Task - Show all lines from the data that include the word "nowrap".

[Stored data]
***

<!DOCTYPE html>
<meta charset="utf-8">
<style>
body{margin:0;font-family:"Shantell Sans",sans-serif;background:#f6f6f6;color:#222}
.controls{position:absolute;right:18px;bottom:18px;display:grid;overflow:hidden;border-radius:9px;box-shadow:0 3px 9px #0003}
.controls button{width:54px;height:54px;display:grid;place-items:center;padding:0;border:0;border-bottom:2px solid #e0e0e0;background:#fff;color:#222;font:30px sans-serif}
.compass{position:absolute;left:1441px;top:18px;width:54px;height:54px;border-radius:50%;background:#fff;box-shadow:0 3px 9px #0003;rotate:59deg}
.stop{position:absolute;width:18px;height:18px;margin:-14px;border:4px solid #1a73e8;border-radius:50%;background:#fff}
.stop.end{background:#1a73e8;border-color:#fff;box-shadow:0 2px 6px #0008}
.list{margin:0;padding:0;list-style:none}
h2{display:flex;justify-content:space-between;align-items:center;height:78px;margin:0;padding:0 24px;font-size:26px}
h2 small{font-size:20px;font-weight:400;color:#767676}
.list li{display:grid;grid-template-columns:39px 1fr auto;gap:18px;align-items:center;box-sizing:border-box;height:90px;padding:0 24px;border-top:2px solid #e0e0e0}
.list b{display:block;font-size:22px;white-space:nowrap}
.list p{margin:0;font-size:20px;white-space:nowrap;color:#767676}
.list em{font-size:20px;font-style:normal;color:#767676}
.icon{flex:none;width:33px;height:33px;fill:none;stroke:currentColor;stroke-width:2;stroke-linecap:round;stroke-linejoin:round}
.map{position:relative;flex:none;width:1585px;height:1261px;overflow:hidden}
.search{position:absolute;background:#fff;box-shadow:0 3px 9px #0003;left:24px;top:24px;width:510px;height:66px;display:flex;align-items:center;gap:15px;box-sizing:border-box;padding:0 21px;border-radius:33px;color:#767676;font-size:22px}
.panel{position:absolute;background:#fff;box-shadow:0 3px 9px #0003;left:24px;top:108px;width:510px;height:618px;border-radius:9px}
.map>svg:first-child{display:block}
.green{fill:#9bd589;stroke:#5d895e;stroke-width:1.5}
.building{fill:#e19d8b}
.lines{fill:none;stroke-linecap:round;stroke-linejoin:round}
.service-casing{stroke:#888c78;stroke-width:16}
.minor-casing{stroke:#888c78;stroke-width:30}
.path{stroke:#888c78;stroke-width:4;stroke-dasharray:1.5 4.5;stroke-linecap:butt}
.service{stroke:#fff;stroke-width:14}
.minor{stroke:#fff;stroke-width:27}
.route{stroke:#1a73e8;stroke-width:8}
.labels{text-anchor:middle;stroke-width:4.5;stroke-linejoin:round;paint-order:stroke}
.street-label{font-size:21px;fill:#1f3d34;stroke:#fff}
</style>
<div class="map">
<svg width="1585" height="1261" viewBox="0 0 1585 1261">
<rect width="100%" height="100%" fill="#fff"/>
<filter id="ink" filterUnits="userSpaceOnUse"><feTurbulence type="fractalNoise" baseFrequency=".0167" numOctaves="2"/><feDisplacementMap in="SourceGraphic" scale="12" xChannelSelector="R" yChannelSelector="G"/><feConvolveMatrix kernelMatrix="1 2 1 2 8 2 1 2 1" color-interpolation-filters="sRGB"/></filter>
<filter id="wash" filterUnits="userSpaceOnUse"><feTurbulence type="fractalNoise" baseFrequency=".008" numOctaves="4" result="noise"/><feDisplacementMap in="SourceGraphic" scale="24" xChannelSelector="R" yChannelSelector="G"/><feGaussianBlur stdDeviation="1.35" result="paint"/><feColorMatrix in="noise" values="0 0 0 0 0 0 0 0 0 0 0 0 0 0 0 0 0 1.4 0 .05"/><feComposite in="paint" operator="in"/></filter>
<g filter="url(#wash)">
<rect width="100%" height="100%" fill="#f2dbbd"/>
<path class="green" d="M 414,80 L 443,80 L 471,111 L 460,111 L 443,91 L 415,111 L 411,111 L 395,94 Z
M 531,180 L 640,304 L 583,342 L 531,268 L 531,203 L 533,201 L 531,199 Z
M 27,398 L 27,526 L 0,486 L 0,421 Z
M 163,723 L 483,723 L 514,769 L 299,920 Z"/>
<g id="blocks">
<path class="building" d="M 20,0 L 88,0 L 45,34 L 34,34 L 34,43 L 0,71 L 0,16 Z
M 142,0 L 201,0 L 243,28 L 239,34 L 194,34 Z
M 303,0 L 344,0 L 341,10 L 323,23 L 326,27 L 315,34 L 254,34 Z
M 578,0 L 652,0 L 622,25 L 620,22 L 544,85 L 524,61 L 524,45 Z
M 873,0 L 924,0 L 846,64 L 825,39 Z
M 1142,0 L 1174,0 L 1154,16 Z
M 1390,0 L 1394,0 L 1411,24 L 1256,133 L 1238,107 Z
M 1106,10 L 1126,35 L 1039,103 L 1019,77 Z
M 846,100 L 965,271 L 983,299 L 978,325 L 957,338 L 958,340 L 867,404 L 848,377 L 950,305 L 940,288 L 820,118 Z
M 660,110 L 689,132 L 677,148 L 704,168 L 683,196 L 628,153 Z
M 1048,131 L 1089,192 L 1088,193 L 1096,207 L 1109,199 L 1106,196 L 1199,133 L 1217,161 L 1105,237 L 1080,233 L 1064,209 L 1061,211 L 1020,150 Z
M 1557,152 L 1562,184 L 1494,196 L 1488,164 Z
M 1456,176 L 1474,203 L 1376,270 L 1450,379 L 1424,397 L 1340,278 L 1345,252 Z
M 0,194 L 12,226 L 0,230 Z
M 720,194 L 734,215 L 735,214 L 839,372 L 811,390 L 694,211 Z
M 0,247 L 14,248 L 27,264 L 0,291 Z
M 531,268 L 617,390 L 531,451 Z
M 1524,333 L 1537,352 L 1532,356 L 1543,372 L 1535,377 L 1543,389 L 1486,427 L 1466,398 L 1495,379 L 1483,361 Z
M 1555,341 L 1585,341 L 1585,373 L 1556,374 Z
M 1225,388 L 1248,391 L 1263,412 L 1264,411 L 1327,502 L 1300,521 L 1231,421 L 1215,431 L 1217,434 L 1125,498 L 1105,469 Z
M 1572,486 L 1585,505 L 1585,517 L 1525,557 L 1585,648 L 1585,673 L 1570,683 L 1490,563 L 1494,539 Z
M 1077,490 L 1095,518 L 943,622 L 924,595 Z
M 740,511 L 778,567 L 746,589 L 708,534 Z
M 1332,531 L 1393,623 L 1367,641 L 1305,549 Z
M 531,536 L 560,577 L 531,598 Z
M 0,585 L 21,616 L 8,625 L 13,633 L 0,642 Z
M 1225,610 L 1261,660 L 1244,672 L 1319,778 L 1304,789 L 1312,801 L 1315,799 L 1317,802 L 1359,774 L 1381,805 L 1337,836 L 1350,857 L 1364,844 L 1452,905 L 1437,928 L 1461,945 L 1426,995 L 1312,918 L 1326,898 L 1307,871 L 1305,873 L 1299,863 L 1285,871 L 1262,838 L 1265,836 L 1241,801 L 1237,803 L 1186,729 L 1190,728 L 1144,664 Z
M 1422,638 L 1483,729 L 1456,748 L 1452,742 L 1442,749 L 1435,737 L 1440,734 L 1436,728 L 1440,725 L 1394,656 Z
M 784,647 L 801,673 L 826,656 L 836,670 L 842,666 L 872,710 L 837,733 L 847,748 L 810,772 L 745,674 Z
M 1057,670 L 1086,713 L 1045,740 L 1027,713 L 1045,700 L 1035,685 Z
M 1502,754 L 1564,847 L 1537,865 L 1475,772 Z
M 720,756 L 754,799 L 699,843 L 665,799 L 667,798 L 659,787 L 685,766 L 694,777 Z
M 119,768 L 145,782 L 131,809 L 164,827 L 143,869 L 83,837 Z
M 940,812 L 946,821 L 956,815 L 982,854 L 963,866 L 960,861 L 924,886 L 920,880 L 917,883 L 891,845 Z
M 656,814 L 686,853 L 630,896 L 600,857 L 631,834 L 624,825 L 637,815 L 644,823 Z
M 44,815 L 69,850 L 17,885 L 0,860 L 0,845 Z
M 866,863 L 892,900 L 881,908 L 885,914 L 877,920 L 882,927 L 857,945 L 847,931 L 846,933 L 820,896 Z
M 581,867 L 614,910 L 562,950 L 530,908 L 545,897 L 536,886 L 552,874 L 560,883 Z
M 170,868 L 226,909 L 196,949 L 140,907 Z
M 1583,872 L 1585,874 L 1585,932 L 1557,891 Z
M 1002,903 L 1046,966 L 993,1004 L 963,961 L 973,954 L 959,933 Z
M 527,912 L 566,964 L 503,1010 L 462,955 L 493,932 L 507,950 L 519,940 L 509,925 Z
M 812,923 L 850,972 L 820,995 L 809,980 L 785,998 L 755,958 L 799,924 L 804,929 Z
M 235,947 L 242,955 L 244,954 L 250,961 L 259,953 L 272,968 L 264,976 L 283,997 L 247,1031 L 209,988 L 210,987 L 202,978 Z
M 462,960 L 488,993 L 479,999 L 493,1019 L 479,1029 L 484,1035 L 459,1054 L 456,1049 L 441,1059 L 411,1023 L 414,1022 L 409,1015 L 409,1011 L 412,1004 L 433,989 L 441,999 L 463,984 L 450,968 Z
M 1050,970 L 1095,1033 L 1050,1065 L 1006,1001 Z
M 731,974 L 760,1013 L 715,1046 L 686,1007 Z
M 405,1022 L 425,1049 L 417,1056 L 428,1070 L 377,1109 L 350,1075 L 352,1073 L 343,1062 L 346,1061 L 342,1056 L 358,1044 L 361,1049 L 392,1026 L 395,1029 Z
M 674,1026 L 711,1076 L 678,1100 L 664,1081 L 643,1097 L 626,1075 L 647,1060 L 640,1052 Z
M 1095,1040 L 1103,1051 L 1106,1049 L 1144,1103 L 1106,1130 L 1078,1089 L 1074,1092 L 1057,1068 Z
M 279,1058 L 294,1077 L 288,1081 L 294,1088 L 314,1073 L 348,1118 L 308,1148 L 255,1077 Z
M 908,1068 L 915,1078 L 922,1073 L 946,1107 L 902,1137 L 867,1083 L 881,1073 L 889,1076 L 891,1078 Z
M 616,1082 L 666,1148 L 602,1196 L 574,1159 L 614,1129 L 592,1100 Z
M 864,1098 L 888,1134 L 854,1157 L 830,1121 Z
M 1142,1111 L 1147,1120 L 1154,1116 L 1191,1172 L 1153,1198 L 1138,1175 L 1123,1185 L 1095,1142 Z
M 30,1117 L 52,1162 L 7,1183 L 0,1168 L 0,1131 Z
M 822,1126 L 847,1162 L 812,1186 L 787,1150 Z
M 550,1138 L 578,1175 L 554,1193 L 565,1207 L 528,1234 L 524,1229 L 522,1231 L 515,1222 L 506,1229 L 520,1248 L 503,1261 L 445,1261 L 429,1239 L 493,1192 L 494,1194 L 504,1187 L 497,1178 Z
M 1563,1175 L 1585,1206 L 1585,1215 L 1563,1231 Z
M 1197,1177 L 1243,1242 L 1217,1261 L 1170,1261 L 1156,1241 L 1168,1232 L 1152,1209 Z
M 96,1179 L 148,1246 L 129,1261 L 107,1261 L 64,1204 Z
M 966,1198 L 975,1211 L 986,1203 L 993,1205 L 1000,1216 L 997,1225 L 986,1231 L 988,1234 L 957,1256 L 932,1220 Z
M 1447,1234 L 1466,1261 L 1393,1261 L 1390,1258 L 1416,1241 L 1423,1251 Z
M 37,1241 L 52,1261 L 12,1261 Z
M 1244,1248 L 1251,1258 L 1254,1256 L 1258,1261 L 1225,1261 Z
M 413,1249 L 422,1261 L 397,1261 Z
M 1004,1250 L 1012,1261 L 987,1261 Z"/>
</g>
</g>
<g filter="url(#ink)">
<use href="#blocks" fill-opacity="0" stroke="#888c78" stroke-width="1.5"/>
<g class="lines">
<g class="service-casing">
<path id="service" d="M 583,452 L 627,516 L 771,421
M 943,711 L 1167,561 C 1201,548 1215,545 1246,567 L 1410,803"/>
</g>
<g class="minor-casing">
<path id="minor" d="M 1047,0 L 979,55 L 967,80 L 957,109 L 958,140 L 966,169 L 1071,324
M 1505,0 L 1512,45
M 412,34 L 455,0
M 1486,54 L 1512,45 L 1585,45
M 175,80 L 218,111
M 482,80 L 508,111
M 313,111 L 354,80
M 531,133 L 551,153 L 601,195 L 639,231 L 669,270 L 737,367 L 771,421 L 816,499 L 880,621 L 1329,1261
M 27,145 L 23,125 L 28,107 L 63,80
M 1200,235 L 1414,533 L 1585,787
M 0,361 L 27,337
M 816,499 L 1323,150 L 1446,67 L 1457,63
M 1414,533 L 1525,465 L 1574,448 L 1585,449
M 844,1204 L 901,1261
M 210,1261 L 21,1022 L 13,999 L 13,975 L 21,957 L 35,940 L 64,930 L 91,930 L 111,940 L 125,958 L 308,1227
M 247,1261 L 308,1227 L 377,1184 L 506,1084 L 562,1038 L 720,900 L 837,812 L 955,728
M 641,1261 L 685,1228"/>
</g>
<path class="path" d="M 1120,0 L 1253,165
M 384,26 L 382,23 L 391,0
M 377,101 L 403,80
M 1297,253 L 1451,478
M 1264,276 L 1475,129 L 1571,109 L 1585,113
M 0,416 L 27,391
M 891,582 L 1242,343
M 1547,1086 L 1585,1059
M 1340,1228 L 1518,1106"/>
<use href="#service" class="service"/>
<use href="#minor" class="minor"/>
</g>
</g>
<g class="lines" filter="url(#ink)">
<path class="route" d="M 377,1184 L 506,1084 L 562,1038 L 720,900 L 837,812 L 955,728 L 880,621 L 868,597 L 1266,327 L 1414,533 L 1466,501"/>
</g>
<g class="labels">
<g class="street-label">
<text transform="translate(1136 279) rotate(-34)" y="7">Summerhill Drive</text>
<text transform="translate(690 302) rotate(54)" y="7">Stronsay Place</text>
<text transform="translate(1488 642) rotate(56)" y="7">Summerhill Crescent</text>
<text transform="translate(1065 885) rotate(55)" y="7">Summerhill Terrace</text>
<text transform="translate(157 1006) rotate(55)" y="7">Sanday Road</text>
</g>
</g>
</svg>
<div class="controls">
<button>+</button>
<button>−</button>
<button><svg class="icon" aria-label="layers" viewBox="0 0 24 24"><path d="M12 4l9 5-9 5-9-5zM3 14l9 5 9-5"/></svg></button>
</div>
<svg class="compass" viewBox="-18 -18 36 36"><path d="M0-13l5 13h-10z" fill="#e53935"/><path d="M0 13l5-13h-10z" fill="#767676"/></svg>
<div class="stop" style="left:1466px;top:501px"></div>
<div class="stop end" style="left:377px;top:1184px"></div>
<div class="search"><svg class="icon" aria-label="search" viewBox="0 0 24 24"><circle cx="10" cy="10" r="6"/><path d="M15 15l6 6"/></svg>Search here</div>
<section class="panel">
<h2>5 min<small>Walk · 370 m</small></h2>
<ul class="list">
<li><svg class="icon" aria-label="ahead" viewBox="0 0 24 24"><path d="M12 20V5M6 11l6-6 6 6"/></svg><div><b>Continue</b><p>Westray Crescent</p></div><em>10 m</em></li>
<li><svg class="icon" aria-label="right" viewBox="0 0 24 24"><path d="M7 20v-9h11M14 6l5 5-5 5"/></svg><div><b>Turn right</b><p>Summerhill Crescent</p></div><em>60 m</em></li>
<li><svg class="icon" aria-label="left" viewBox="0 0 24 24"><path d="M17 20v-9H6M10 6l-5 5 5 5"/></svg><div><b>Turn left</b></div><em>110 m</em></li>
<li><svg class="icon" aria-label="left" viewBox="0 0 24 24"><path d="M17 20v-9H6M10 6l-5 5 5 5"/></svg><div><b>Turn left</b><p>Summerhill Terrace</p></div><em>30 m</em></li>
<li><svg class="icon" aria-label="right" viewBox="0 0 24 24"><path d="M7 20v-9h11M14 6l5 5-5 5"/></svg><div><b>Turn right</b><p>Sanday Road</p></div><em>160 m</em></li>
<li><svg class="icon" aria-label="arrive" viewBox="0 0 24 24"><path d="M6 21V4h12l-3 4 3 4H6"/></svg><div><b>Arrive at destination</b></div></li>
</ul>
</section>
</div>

***

The completed task -
.list b{display:block;font-size:22px;white-space:nowrap}
.list p{margin:0;font-size:20px;white-space:nowrap;color:#767676}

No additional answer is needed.